Kaitlyn Lee Project 5 -- CS 194-26 UC Berkeley

Facial Keypoint Detection with Neural Networks

Table of Contents

Project Description

In this assignment, I used neural networks to automatically generate facial keypoints.

Part 1: Nose Tip Detection

Here are some of the sampled images with the ground-truth points for the nose tip.

Each sample image was resized into 60px by 80px, and run through a network with the following neural network:

Net(
    (conv1): Conv2d(1, 32, kernel_size=(7, 7), stride=(1, 1))
    (conv2): Conv2d(32, 32, kernel_size=(7, 7), stride=(1, 1))
    (conv3): Conv2d(32, 32, kernel_size=(5, 5), stride=(1, 1))
    (fc1): Linear(in_features=480, out_features=240, bias=True)
    (fc2): Linear(in_features=240, out_features=2, bias=True)
)

Each convolutional layer had a ReLU and Maxpool with width 2 applied after it. There was also a ReLU operation applied between the first and second fully connected layers.

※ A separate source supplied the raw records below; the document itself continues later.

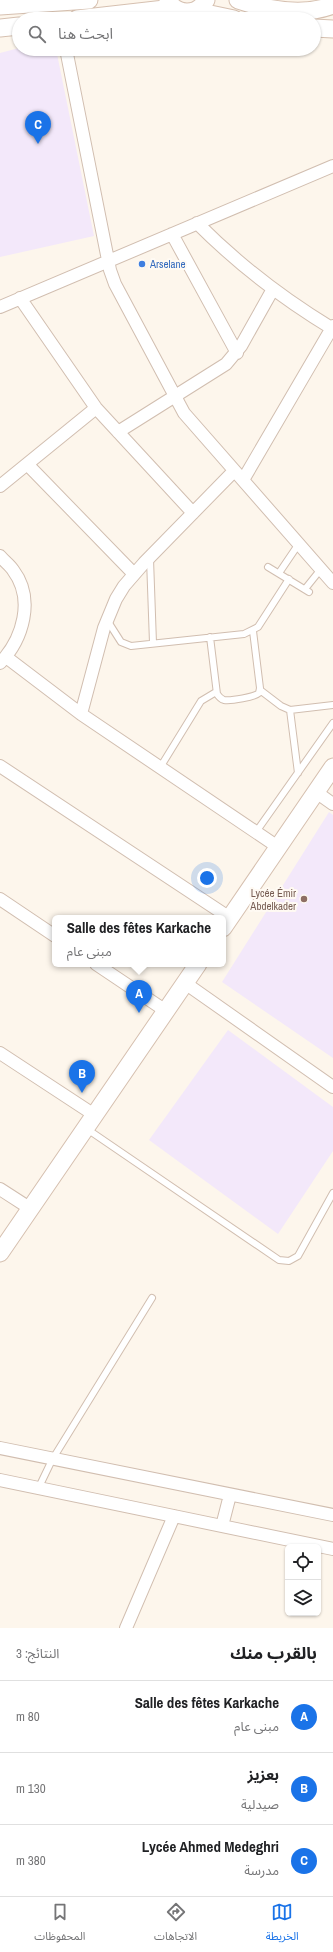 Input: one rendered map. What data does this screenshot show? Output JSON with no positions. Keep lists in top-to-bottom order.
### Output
{
  "places": ["Arselane", "Lycée Émir Abdelkader"],
  "page": {
    "search": "ابحث هنا",
    "pins": ["C", "A", "B"],
    "popup": ["Salle des fêtes Karkache", "مبنى عام"],
    "heading": ["بالقرب منك", "النتائج: 3"],
    "list": [
      {
        "mark": "A",
        "name": "Salle des fêtes Karkache",
        "note": "مبنى عام",
        "value": "80 m"
      },
      {
        "mark": "B",
        "name": "بعزيز",
        "note": "صيدلية",
        "value": "130 m"
      },
      {
        "mark": "C",
        "name": "Lycée Ahmed Medeghri",
        "note": "مدرسة",
        "value": "380 m"
      }
    ],
    "nav": ["الخريطة", "الاتجاهات", "المحفوظات"]
  }
}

Here's my training and validation loss over 20 epochs. The validation loss was initially much lower for the first epoch because I calculated it after the network had been trained on the first epoch of the training data.

Here are some images (mostly from the validation set) that had good results. The ground-truth point is in green, and the generated point is in red. The images that had good results generally had noses that were very centered in the frame, and often looking straight ahead or only slightly turned.



Here are some images that had bad results. The ground-truth point is in green, and the generated point is in red. These images likely had bad predictions because the faces were very turned (something the network didn't have much data on), positioned off center within the frame, or looking up or down.

Messing with Hyperparamters

I tried changing the filter size and number of channels from the above model to see how it would affect the results.


For the first change, I changed all of the kernel sizes in the convolutional layers to be 3x3. I then compared the results for the "good" images above.

Net(
    (conv1): Conv2d(1, 32, kernel_size=(3, 3), stride=(1, 1))
    (conv2): Conv2d(32, 32, kernel_size=(3, 3), stride=(1, 1))
    (conv3): Conv2d(32, 32, kernel_size=(3, 3), stride=(1, 1))
    (fc1): Linear(in_features=1280, out_features=240, bias=True)
    (fc2): Linear(in_features=240, out_features=2, bias=True)
)


Reducing the kernel sizes definitely had an adverse effect on my results, especially on the images where the subject wasn't facing directly forward.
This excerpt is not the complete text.